### Records from a collection
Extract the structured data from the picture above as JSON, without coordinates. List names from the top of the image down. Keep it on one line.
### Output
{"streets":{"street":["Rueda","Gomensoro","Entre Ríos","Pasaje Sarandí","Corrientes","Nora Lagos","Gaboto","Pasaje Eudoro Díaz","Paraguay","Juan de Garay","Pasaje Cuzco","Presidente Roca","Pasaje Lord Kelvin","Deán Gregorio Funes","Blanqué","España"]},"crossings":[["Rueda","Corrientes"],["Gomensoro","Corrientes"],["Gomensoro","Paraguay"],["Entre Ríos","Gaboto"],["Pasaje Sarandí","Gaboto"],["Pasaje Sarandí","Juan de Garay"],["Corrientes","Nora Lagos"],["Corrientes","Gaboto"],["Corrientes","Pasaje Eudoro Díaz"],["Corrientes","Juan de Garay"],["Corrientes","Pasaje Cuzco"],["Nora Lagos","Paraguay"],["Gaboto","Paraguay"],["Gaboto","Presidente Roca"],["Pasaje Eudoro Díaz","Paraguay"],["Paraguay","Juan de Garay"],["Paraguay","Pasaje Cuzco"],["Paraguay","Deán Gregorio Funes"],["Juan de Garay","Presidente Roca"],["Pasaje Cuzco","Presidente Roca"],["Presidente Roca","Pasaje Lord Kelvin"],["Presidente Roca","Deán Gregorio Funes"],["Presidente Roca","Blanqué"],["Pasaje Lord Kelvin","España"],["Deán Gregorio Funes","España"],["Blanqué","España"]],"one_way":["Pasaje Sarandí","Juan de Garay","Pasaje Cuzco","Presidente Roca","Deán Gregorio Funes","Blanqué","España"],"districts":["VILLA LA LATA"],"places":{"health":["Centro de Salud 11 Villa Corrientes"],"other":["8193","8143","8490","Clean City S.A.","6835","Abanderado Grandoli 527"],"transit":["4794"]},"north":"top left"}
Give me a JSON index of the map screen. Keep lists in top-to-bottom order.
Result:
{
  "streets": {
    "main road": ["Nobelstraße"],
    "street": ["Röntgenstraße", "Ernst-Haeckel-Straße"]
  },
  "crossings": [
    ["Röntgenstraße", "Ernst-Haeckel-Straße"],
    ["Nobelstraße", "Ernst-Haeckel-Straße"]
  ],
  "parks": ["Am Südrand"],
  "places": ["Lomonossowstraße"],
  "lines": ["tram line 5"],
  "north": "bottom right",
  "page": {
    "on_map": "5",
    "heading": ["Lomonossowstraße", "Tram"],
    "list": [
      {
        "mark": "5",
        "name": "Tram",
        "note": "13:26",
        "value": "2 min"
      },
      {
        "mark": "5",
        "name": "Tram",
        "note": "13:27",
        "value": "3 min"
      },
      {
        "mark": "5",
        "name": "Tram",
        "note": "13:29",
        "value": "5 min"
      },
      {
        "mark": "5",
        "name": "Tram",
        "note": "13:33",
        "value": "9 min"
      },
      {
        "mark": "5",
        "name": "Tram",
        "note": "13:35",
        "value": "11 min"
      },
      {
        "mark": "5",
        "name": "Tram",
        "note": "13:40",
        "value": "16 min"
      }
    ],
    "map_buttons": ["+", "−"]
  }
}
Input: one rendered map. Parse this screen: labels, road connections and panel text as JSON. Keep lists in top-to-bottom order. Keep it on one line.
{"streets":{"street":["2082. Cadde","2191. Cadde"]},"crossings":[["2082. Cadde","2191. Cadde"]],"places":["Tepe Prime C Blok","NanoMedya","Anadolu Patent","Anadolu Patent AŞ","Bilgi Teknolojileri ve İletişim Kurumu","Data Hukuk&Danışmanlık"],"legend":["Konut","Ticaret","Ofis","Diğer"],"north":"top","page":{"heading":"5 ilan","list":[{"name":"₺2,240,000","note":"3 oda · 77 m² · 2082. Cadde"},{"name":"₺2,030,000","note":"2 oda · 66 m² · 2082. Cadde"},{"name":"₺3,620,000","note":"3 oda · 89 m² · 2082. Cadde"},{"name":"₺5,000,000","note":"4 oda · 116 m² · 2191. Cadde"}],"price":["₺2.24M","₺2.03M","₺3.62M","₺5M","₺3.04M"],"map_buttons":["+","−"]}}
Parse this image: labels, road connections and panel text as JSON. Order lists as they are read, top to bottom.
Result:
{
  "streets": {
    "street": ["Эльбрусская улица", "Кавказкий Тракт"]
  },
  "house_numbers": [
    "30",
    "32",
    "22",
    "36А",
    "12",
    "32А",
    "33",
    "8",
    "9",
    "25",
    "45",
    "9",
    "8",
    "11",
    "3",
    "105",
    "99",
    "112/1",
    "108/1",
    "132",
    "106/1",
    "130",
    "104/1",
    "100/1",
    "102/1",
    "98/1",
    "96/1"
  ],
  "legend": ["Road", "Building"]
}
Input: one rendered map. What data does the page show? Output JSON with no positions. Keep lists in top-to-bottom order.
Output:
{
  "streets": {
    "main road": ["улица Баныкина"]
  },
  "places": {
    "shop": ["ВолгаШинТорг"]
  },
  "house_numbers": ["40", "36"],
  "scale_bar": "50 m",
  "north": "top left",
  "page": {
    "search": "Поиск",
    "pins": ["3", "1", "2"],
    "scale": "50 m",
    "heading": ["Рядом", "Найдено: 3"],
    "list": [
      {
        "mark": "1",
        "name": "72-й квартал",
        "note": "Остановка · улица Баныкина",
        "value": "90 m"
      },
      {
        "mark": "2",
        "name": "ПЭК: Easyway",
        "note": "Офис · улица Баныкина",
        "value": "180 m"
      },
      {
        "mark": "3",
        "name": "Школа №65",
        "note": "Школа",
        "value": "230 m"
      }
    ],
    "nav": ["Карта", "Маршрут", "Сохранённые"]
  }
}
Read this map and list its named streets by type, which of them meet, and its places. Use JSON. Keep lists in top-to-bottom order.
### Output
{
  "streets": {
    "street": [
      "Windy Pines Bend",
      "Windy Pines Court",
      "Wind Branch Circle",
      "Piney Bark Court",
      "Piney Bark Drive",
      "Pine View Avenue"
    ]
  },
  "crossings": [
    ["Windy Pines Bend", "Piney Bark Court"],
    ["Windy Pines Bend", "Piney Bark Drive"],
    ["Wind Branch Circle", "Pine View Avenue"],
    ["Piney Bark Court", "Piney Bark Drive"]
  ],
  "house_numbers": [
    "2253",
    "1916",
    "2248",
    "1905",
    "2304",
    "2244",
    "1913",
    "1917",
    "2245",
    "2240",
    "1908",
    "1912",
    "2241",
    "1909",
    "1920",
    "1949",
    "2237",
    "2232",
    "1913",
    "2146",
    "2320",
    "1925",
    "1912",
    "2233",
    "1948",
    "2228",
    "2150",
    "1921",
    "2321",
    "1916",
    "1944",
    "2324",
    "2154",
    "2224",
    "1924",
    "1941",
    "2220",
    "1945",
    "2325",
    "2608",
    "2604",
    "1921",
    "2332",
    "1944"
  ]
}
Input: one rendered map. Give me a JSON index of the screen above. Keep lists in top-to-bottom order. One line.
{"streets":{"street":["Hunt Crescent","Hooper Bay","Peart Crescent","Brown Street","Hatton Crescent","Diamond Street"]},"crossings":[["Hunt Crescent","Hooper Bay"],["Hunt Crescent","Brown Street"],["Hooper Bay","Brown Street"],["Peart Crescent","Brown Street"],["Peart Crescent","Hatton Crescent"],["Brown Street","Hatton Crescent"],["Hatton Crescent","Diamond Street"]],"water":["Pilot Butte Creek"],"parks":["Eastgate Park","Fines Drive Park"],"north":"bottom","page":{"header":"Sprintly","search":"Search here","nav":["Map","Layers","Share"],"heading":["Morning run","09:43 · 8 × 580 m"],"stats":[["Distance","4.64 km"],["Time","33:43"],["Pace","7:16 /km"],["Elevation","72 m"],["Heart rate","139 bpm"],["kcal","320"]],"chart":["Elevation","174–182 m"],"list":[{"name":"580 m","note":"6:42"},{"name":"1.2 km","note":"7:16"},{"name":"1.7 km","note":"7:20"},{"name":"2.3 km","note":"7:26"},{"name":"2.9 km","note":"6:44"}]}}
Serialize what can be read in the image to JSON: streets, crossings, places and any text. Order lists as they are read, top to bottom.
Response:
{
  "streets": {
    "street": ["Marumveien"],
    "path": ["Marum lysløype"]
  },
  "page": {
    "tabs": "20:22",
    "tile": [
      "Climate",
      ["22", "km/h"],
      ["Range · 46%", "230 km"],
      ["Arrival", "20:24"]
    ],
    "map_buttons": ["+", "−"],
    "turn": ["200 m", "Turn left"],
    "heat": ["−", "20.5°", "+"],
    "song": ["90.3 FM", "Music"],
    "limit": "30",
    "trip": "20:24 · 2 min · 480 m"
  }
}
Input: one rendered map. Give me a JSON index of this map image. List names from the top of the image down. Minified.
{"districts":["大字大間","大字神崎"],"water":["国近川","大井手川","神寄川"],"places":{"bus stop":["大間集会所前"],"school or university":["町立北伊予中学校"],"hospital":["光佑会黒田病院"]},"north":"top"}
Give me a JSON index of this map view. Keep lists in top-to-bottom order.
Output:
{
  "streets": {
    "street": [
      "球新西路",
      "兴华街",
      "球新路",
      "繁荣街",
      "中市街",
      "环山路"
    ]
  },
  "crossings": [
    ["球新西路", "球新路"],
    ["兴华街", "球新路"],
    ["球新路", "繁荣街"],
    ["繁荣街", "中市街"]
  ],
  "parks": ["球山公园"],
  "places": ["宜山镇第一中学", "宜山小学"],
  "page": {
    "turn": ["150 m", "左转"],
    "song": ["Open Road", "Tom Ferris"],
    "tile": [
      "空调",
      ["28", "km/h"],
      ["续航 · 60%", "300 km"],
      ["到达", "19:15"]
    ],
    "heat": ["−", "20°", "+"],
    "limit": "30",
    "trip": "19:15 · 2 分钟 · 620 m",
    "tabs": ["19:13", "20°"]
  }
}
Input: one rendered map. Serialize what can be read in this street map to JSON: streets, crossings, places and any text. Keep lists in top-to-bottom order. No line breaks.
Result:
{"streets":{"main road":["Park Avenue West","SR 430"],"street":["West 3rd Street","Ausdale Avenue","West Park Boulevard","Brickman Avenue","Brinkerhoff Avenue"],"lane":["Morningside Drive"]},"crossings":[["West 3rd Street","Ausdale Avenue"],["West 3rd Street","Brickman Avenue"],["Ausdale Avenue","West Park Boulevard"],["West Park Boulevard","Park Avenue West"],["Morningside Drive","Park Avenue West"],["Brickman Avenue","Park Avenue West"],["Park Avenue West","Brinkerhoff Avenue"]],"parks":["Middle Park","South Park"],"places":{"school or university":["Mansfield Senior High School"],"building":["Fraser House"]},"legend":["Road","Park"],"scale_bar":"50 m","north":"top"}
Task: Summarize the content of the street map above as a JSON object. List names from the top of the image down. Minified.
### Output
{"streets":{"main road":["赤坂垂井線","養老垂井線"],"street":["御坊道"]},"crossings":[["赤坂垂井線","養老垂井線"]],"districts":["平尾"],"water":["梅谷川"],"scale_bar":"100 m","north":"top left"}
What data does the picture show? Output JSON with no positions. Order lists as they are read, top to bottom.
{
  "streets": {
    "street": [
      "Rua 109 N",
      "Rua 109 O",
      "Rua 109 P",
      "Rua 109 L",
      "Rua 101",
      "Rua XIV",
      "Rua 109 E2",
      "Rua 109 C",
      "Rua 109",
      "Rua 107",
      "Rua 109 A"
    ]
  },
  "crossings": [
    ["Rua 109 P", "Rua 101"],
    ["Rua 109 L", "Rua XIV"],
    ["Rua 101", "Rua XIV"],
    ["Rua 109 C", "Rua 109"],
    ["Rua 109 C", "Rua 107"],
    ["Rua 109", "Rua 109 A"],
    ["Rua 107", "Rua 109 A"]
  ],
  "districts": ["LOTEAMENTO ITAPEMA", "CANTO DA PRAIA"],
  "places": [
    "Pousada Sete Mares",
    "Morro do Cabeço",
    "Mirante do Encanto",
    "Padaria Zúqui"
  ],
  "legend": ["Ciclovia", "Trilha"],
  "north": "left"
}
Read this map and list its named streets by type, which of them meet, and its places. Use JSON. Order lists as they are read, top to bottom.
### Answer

### Assignment
All lines above containing the string "them": copy each one.

### Solution to the problem
Read this map and list its named streets by type, which of them meet, and its places. Use JSON. Keep lists in top-to-bottom order.
Read this map and list its named streets by type, which of them meet, and its places. Use JSON. Order lists as they are read, top to bottom.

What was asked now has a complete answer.